اَلْفِقْهُ اْلاِسْلاَمِيُّ وَأَدِلَّتُهُ: 3/2004

وَأَمَّا الْمُؤَلَّفَةُ الْمُسْلِمُوْنَ فَيُعْطَوْنَ مِنَ الزَّكَاةِ اِتِّفَاقًا اِذَا كَانُوْا حَدِيْثِيْ عَهْدٍ بِإِسْلاَمٍ لِيَتَمَكَّنَ اْلاِسْلاَمُ فِى نُفُوْسِهِمْ كَمَا ذَكَرَ الدَّسُوْقِيُّ،

Kitab Al-Fiqh Al-Islamiy Wa Adillatuhu, Juz 3, hlm 2004:

“Al-Mu’allafah Al-Muslimun maka mereka diberi zakat menurut sepakatnya ulama’ apabila mereka baru masanya memeluk agama islam supaya agama islam itu menetap dalam hatinya.

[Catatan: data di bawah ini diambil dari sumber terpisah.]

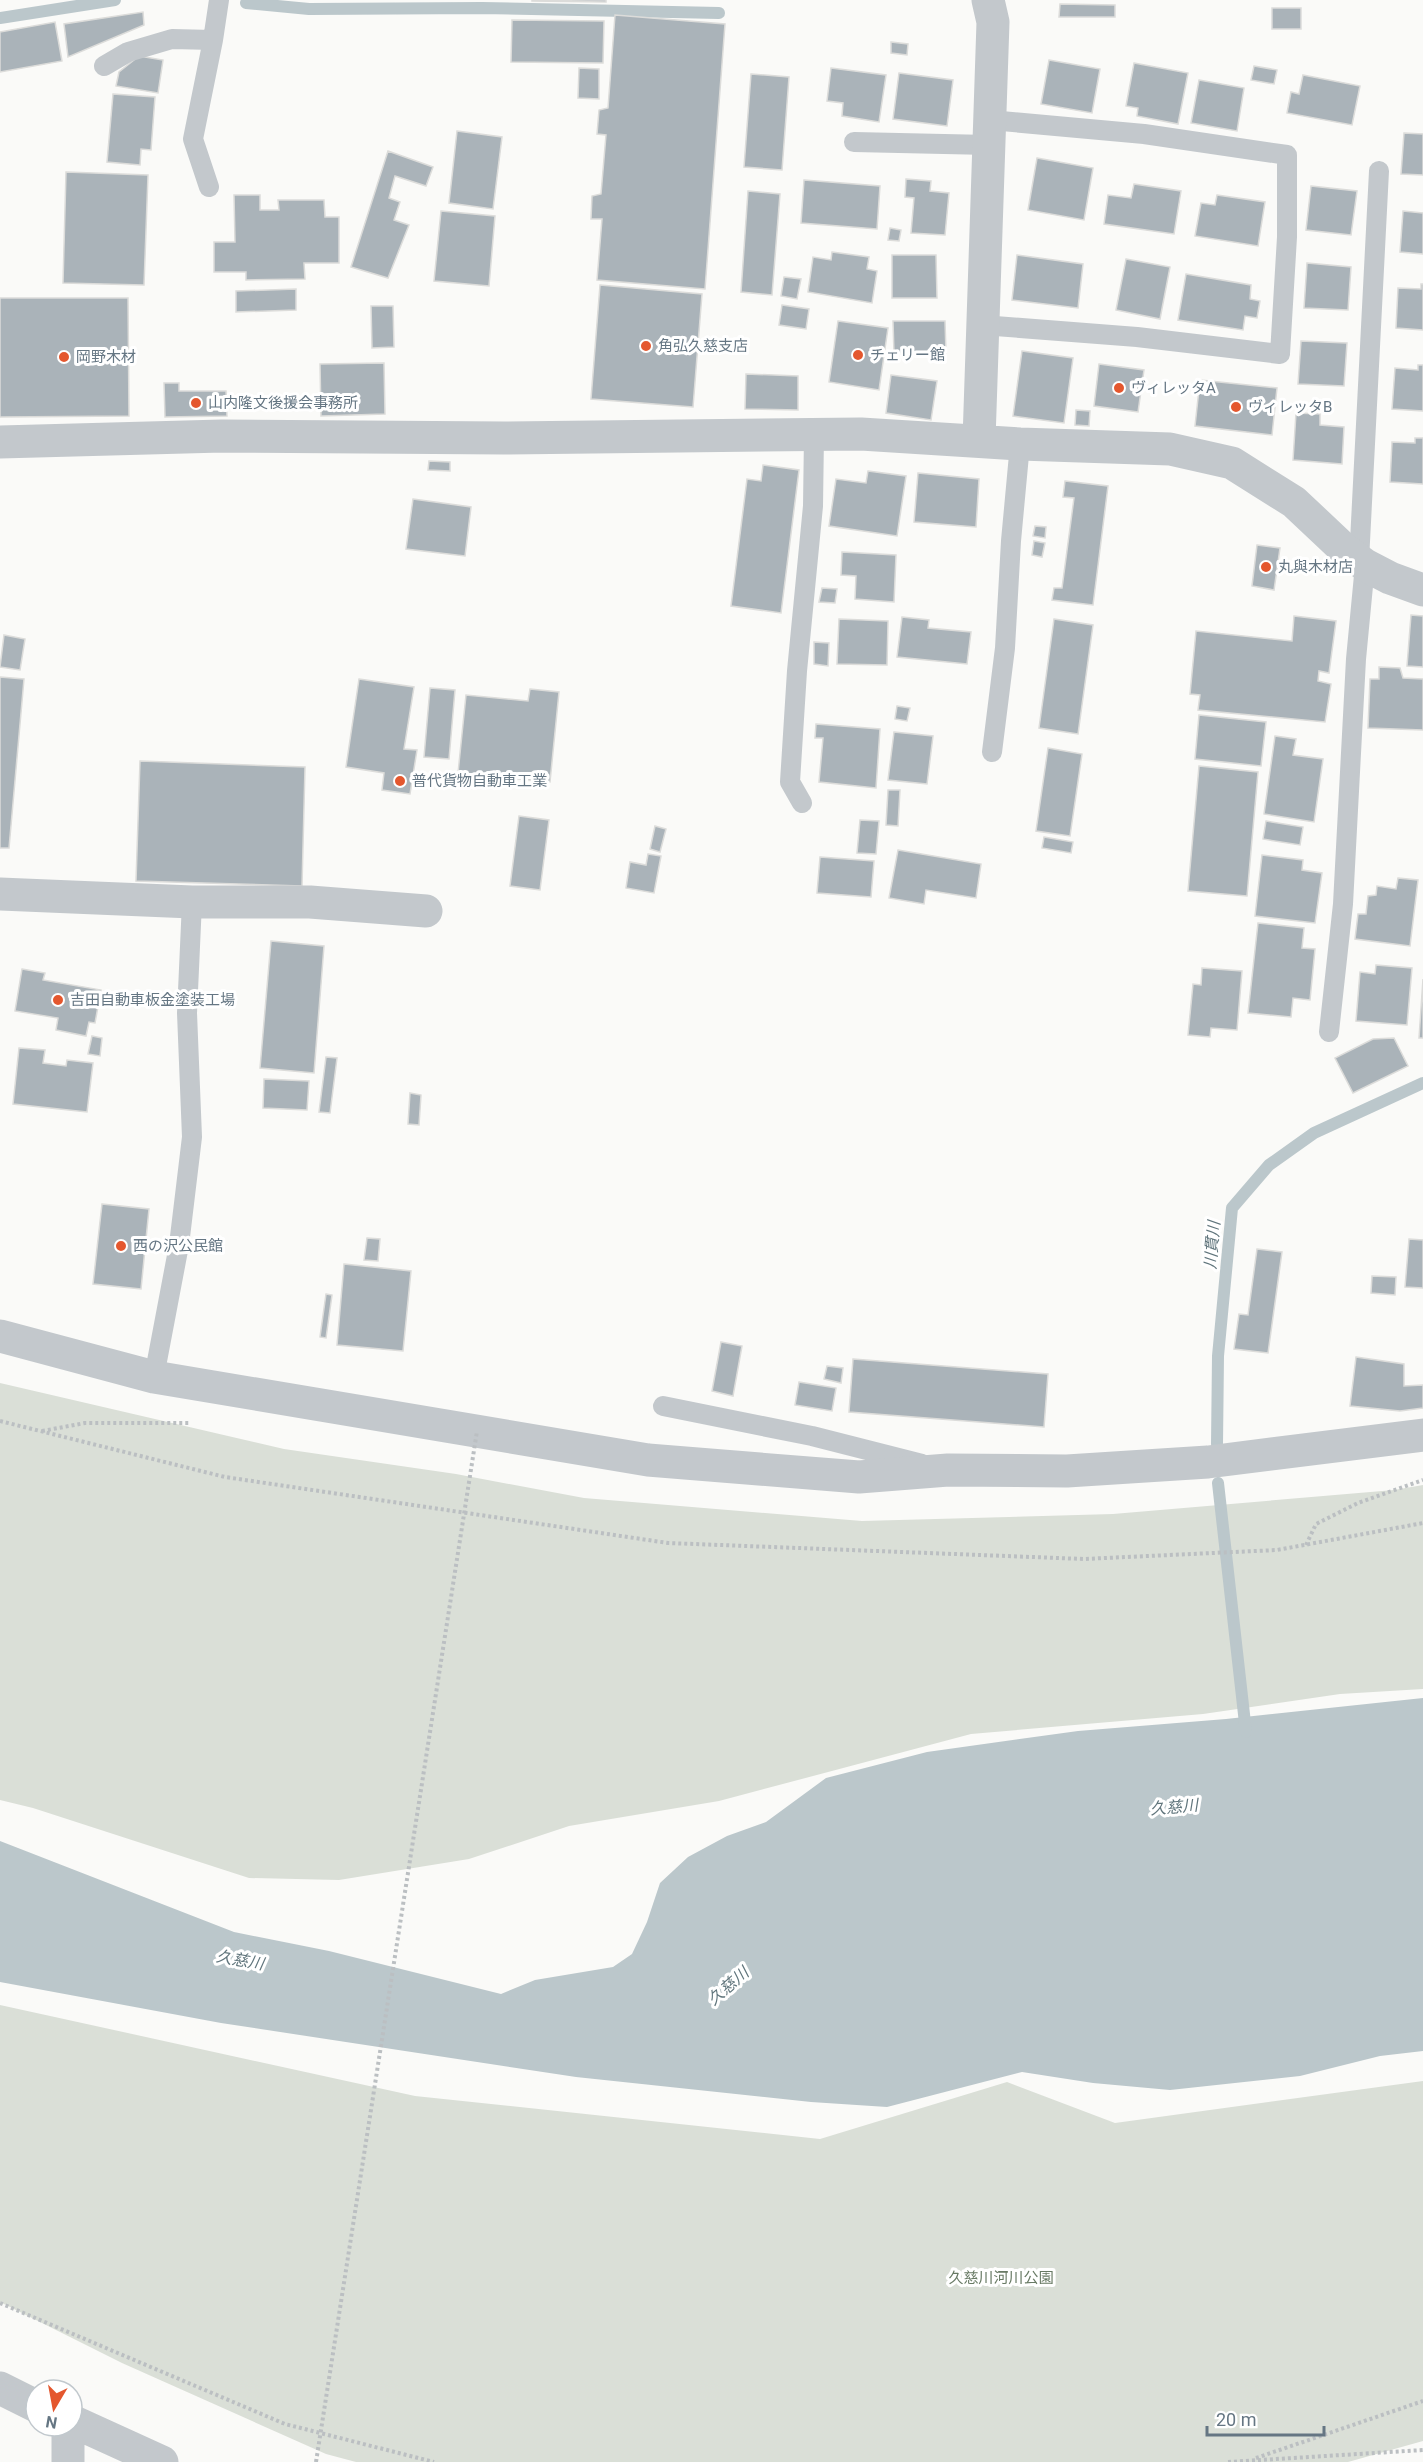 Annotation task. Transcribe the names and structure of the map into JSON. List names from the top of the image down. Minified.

Seperti penjelasan Imam Ad-Dasuqi.”

اَلْأَشْبَاهُ وَالنَّظَائِرُ: 1/ 180

الْمَبْحَثُ الْخَامِسُ قَالَ الْفُقَهَاءُ : كُلُّ مَا وَرَدَ بِهِ الشَّرْعُ مُطْلَقًا ، وَلَا ضَابِطَ لَهُ فِيهِ ، وَلَا فِي اللُّغَةِ ، يُرْجَعُ فِيهِ إلَى الْعُرْفِ .

Kitab Al-Asybah Wa An-Nadzoir, Juz I, hlm 180:

“Pembahasan yang kelima adalah ungkapan Ulama’ Fiqh: “semua perkara yang dibawa oleh syara’ yang bersifat mutlak, serta tidak memiliki batasan pasti didalam syara’ maupun kebahasaan, maka perkara tersebut dikembalikan pada ‘Urf.”

  1. Mereka yang tersebut di atas tidak berhak lagi menerima bagian zakat dengan meng-atas namakan golongan fi sabilillah/sabilil khair karena telah memperoleh gaji/tunjangan dari pekerjaan atau jasa yang dilakukannya.

شَرْحُ مُخْتَصَرِ خَلِيْلٍ لِلْمَالِكِيِّ: 6/350 – 351

فَقَدْ أَجَابَ سَيِّدِي مُحَمَّدٌ الصَّالِحُ بْنُ سُلَيْمٍ الْأَوْجَلِيُّ حِينَ سُئِلَ عَنْ إعْطَاءِ الزَّكَاةِ لِلْعَالِمِ الْغَنِيِّ وَالْقَاضِي وَالْمُدَرِّسِ وَمَنْ فِي مَعْنَاهُمْ مِمَّنْ نَفْعُهُ عَامٌّ لِلْمُسْلِمِينَ بِمَا نَصُّهُ : الْحَمْدُ لِلَّهِ يَجُوزُ إعْطَاءُ الزَّكَاةِ لِلْقَارِئِ وَالْعَالِمِ وَالْمُعَلِّمِ وَمَنْ فِيهِ مَنْفَعَةٌ لِلْمُسْلِمِينَ وَلَوْ كَانُوا أَغْنِيَاءَ لِعُمُومِ نَفْعِهِمْ وَلِبَقَاءِ الدِّيْنِ كَمَا نَصَّ عَلَى جَوَازِهَا ابْنُ رُشْدٍ وَاللَّخْمِيُّ وَقَدْ عَدَّهُمْ اللَّهُ سُبْحَانَهُ وَتَعَالَى فِي الْأَصْنَافِ الثَّمَانِيَةِ الَّتِي تُعْطَى لَهُمْ الزَّكَاةُ حَيْثُ قَالَ {وَفِي سَبِيلِ اللَّهِ}…. قَالَ شَيْخُنَا السَّيِّدُ مُحَمَّدٌ : هَذَا كُلُّهُ مَا لَمْ يَكُنْ لَهُمْ رَاتِبٌ فِي بَيْتِ الْمَالِ.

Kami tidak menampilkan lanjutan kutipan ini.